Word for word, retype the lines from the one containing "Serialize what can" to the one containing "Quick job: Give" below, keeping both end lines and dropping the pictures.
DATA SUPPLIED START
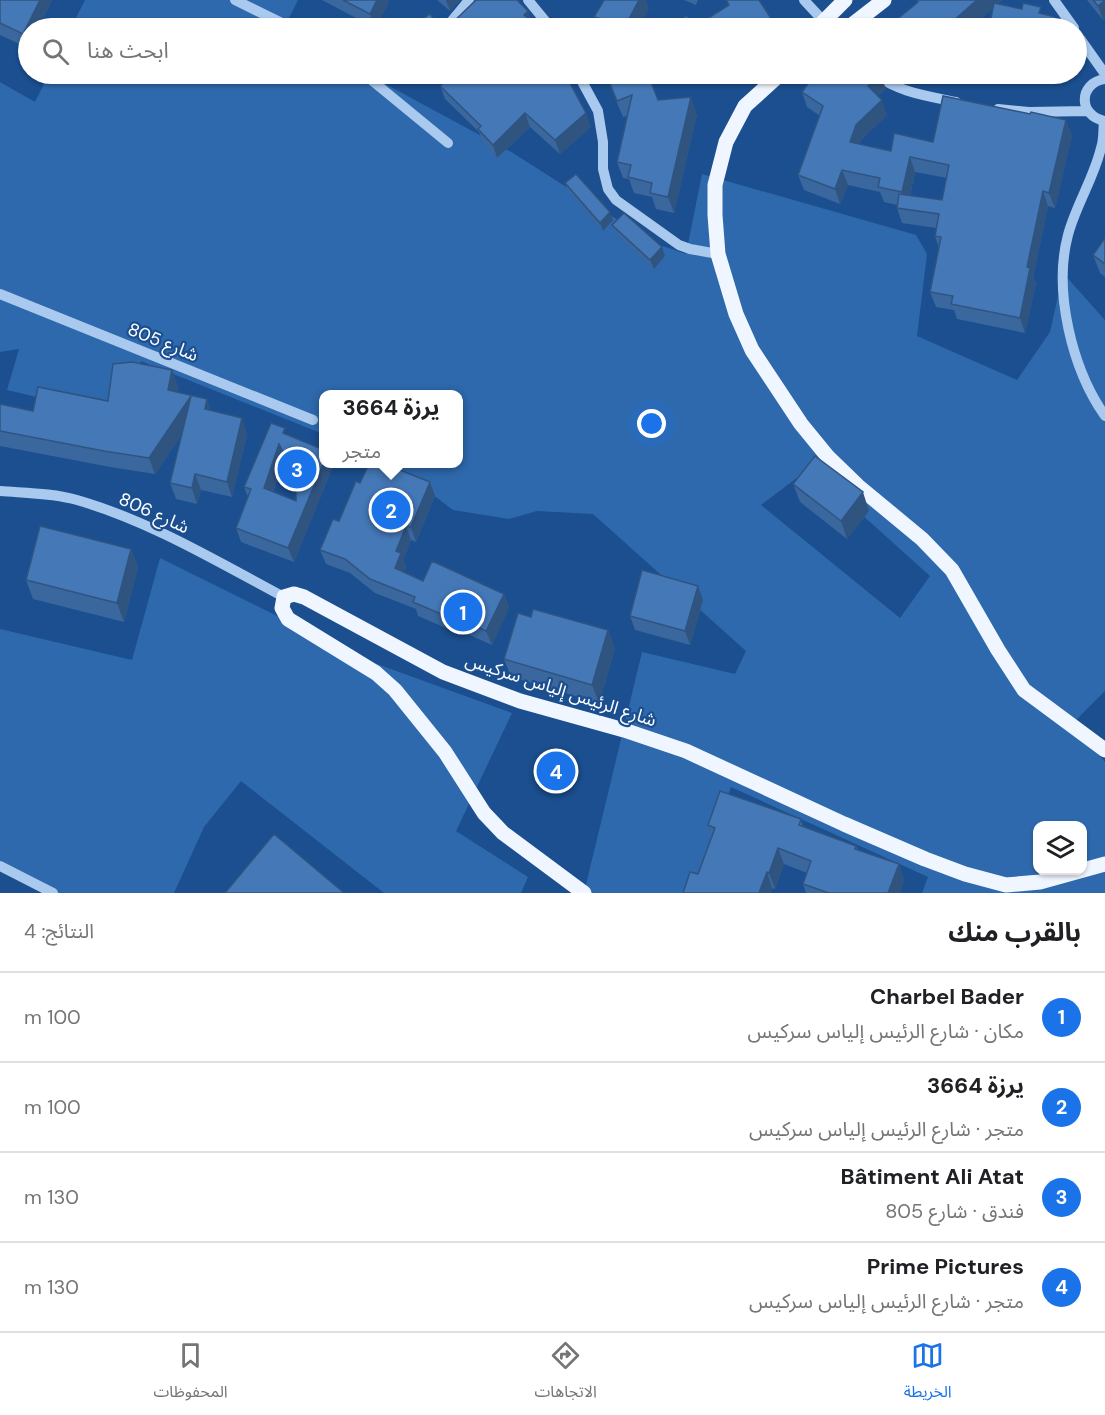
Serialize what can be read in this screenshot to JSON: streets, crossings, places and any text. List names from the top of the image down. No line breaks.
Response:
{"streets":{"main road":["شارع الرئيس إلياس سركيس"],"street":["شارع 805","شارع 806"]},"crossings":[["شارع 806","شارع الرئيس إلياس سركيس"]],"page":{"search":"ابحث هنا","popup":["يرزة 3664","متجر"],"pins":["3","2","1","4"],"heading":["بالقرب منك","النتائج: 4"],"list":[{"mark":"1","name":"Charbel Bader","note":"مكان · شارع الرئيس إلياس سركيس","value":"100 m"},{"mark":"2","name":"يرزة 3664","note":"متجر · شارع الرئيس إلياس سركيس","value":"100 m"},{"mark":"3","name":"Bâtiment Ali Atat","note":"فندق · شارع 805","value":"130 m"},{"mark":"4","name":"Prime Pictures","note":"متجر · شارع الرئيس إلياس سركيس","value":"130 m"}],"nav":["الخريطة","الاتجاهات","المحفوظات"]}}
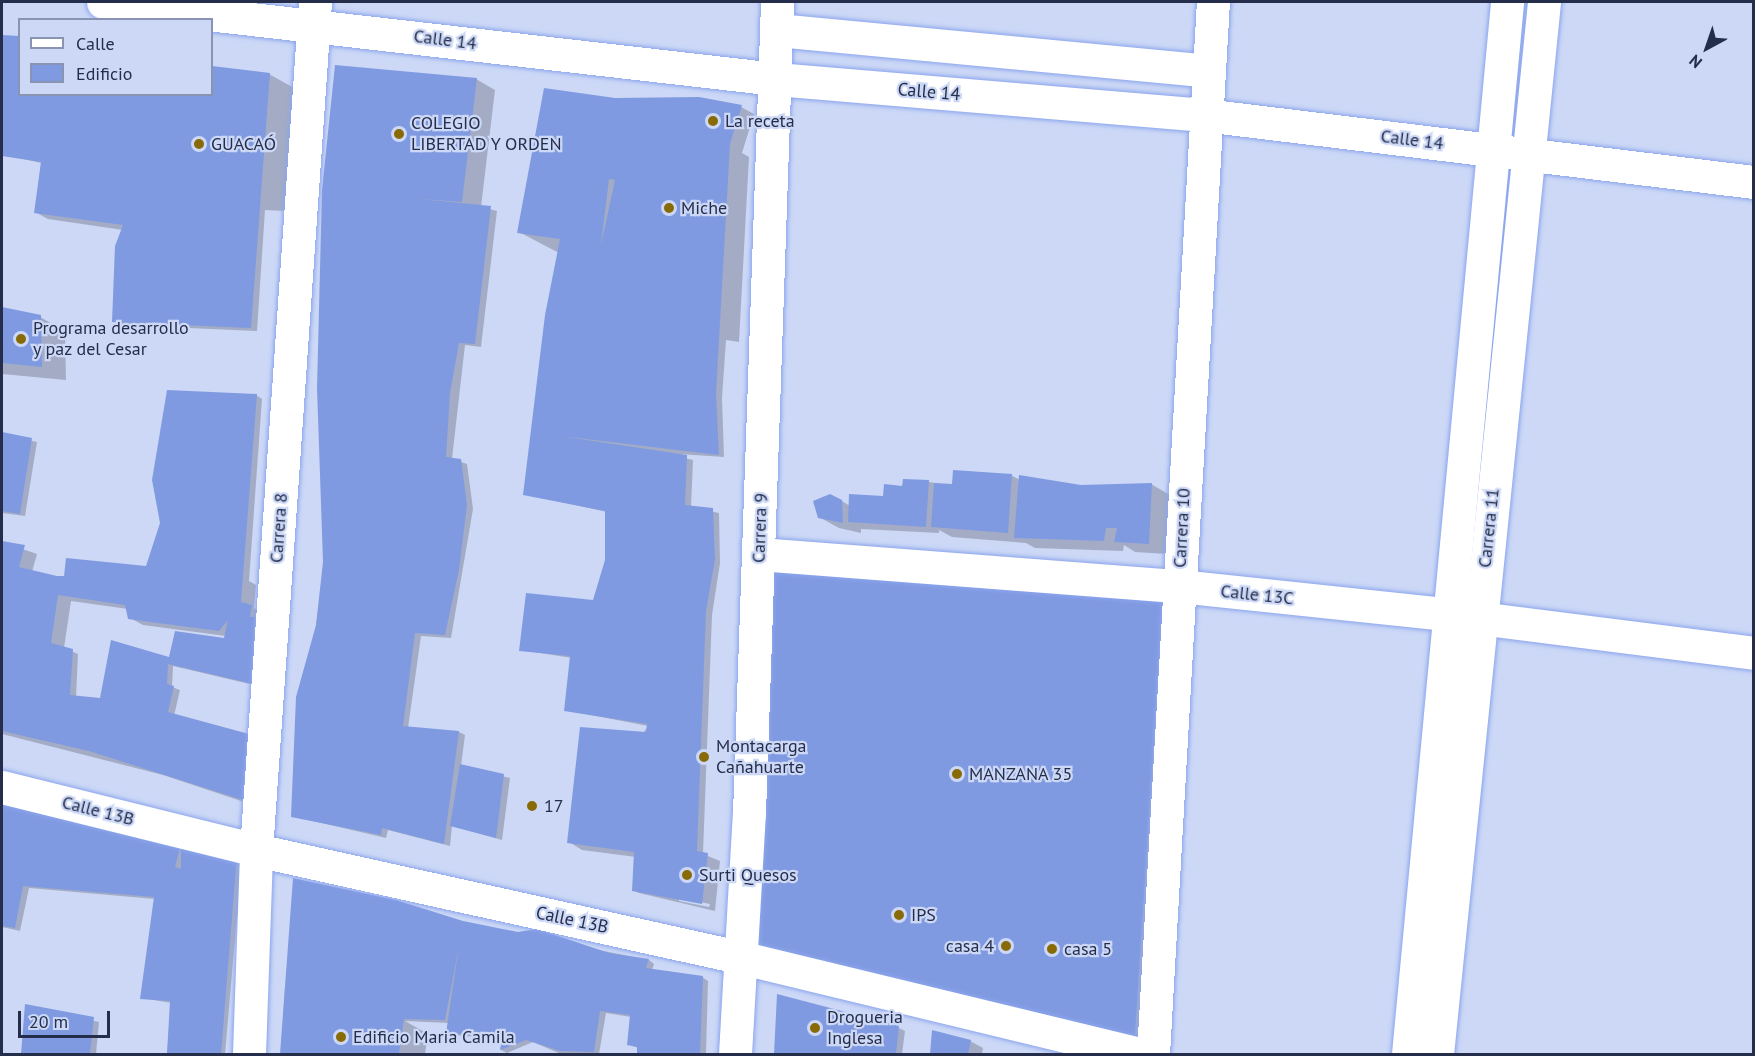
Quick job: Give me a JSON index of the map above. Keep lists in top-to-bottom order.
DATA SUPPLIED END
DATA SUPPLIED START
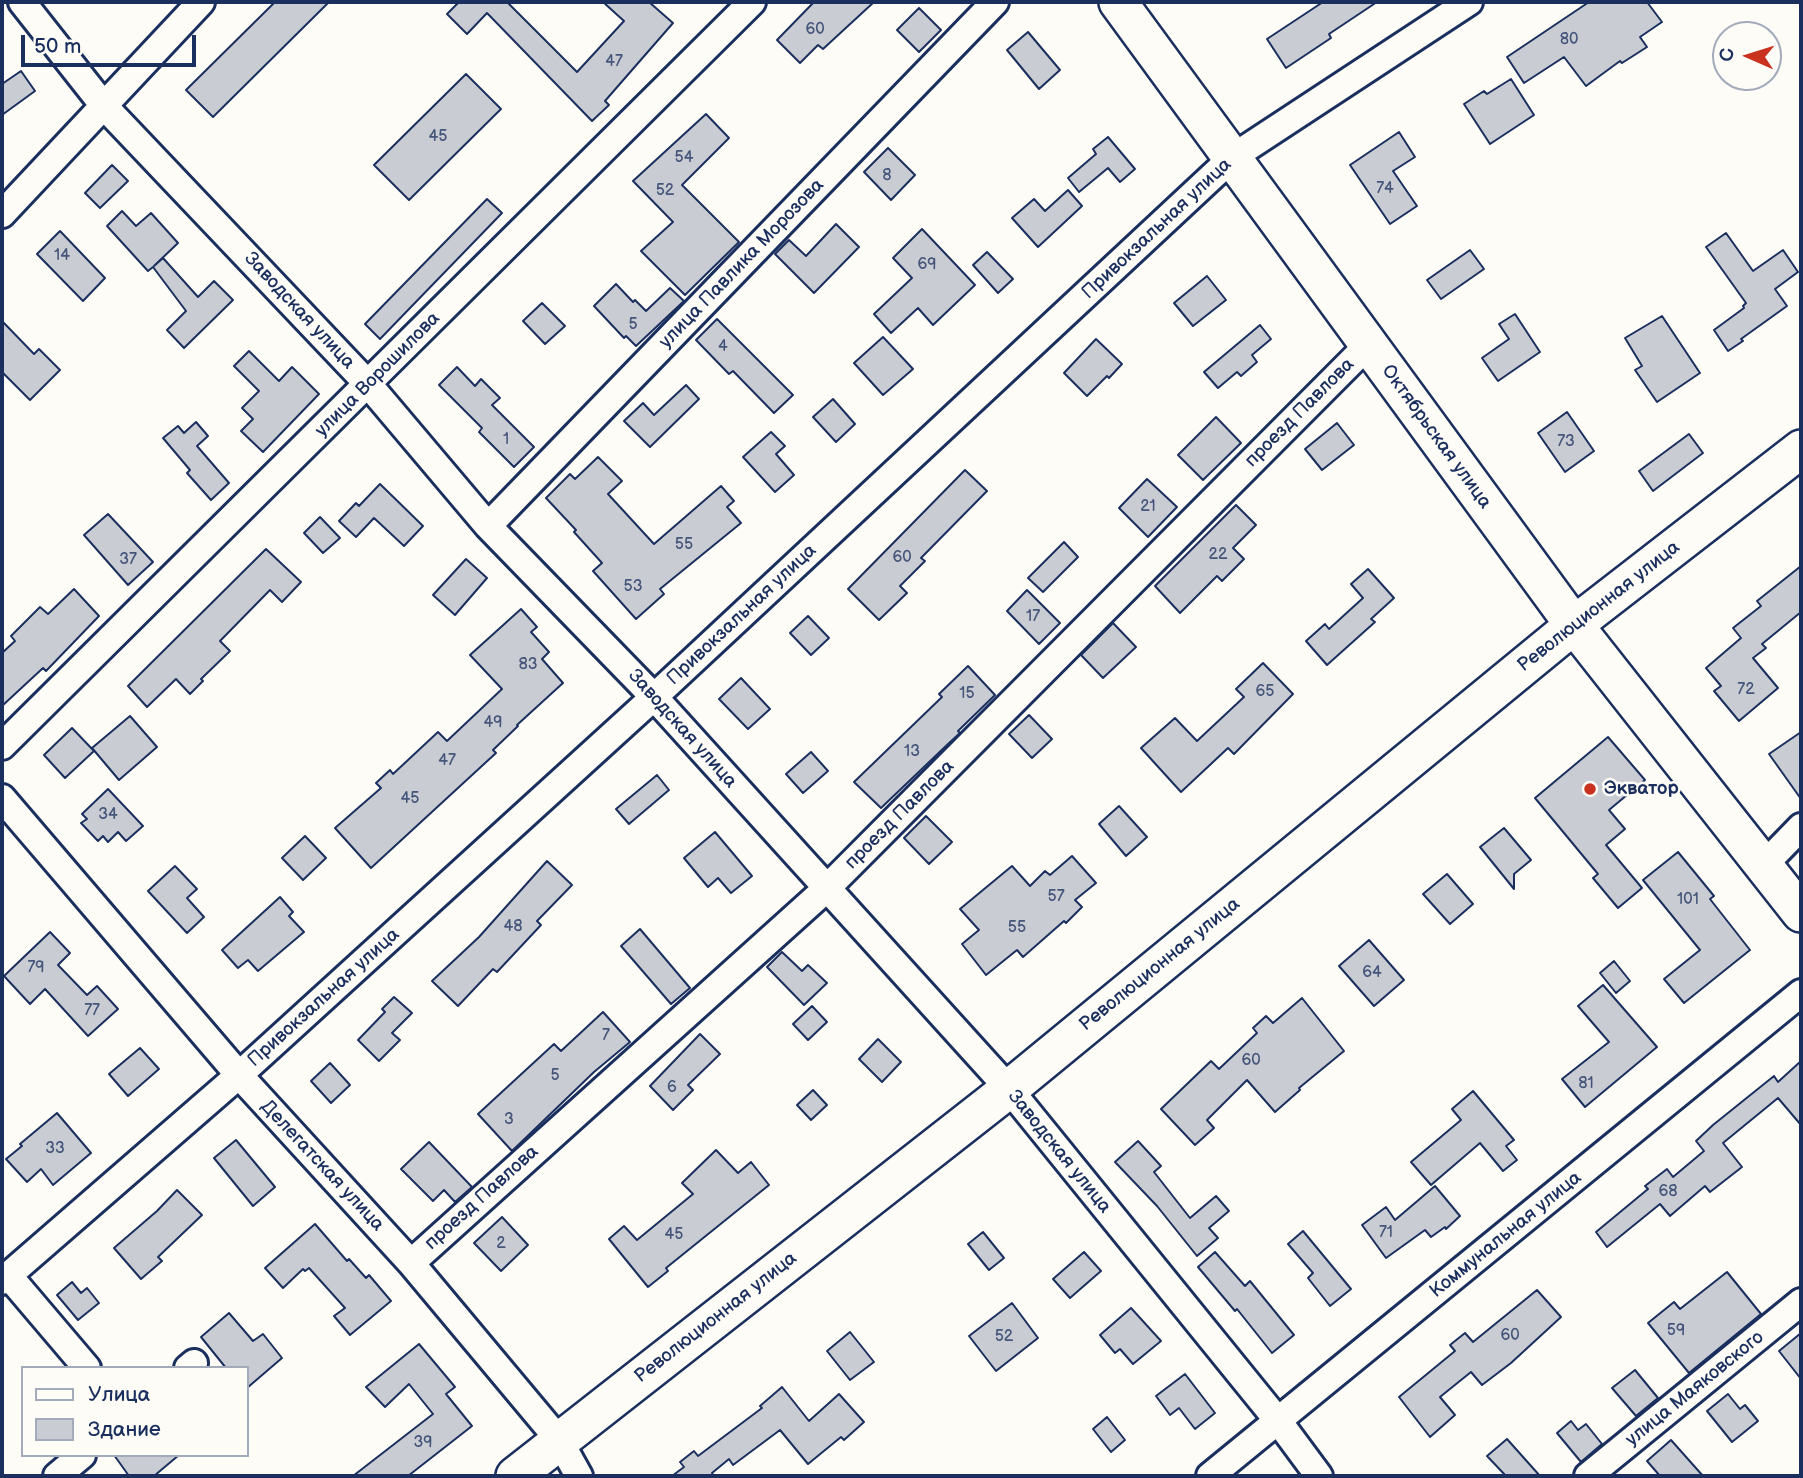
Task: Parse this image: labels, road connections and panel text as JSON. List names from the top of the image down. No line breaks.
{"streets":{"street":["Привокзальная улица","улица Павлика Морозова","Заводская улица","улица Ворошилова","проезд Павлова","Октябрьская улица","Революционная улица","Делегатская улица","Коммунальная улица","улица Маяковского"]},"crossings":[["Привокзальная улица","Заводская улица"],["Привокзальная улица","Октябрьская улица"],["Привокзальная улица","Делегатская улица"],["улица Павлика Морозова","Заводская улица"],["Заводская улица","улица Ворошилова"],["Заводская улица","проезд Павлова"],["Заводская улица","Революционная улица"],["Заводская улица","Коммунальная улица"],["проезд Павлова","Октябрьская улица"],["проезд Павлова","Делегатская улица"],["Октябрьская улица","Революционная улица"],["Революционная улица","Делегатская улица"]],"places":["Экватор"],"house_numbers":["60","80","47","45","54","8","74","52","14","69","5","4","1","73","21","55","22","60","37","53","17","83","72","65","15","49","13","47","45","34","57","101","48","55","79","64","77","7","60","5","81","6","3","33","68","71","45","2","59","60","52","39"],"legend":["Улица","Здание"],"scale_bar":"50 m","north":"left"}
DATA SUPPLIED END
*EXERCISE RESULT*:
Serialize what can be read in this screenshot to JSON: streets, crossings, places and any text. List names from the top of the image down. No line breaks.
Response:
{"streets":{"main road":["شارع الرئيس إلياس سركيس"],"street":["شارع 805","شارع 806"]},"crossings":[["شارع 806","شارع الرئيس إلياس سركيس"]],"page":{"search":"ابحث هنا","popup":["يرزة 3664","متجر"],"pins":["3","2","1","4"],"heading":["بالقرب منك","النتائج: 4"],"list":[{"mark":"1","name":"Charbel Bader","note":"مكان · شارع الرئيس إلياس سركيس","value":"100 m"},{"mark":"2","name":"يرزة 3664","note":"متجر · شارع الرئيس إلياس سركيس","value":"100 m"},{"mark":"3","name":"Bâtiment Ali Atat","note":"فندق · شارع 805","value":"130 m"},{"mark":"4","name":"Prime Pictures","note":"متجر · شارع الرئيس إلياس سركيس","value":"130 m"}],"nav":["الخريطة","الاتجاهات","المحفوظات"]}}
Quick job: Give me a JSON index of the map above. Keep lists in top-to-bottom order.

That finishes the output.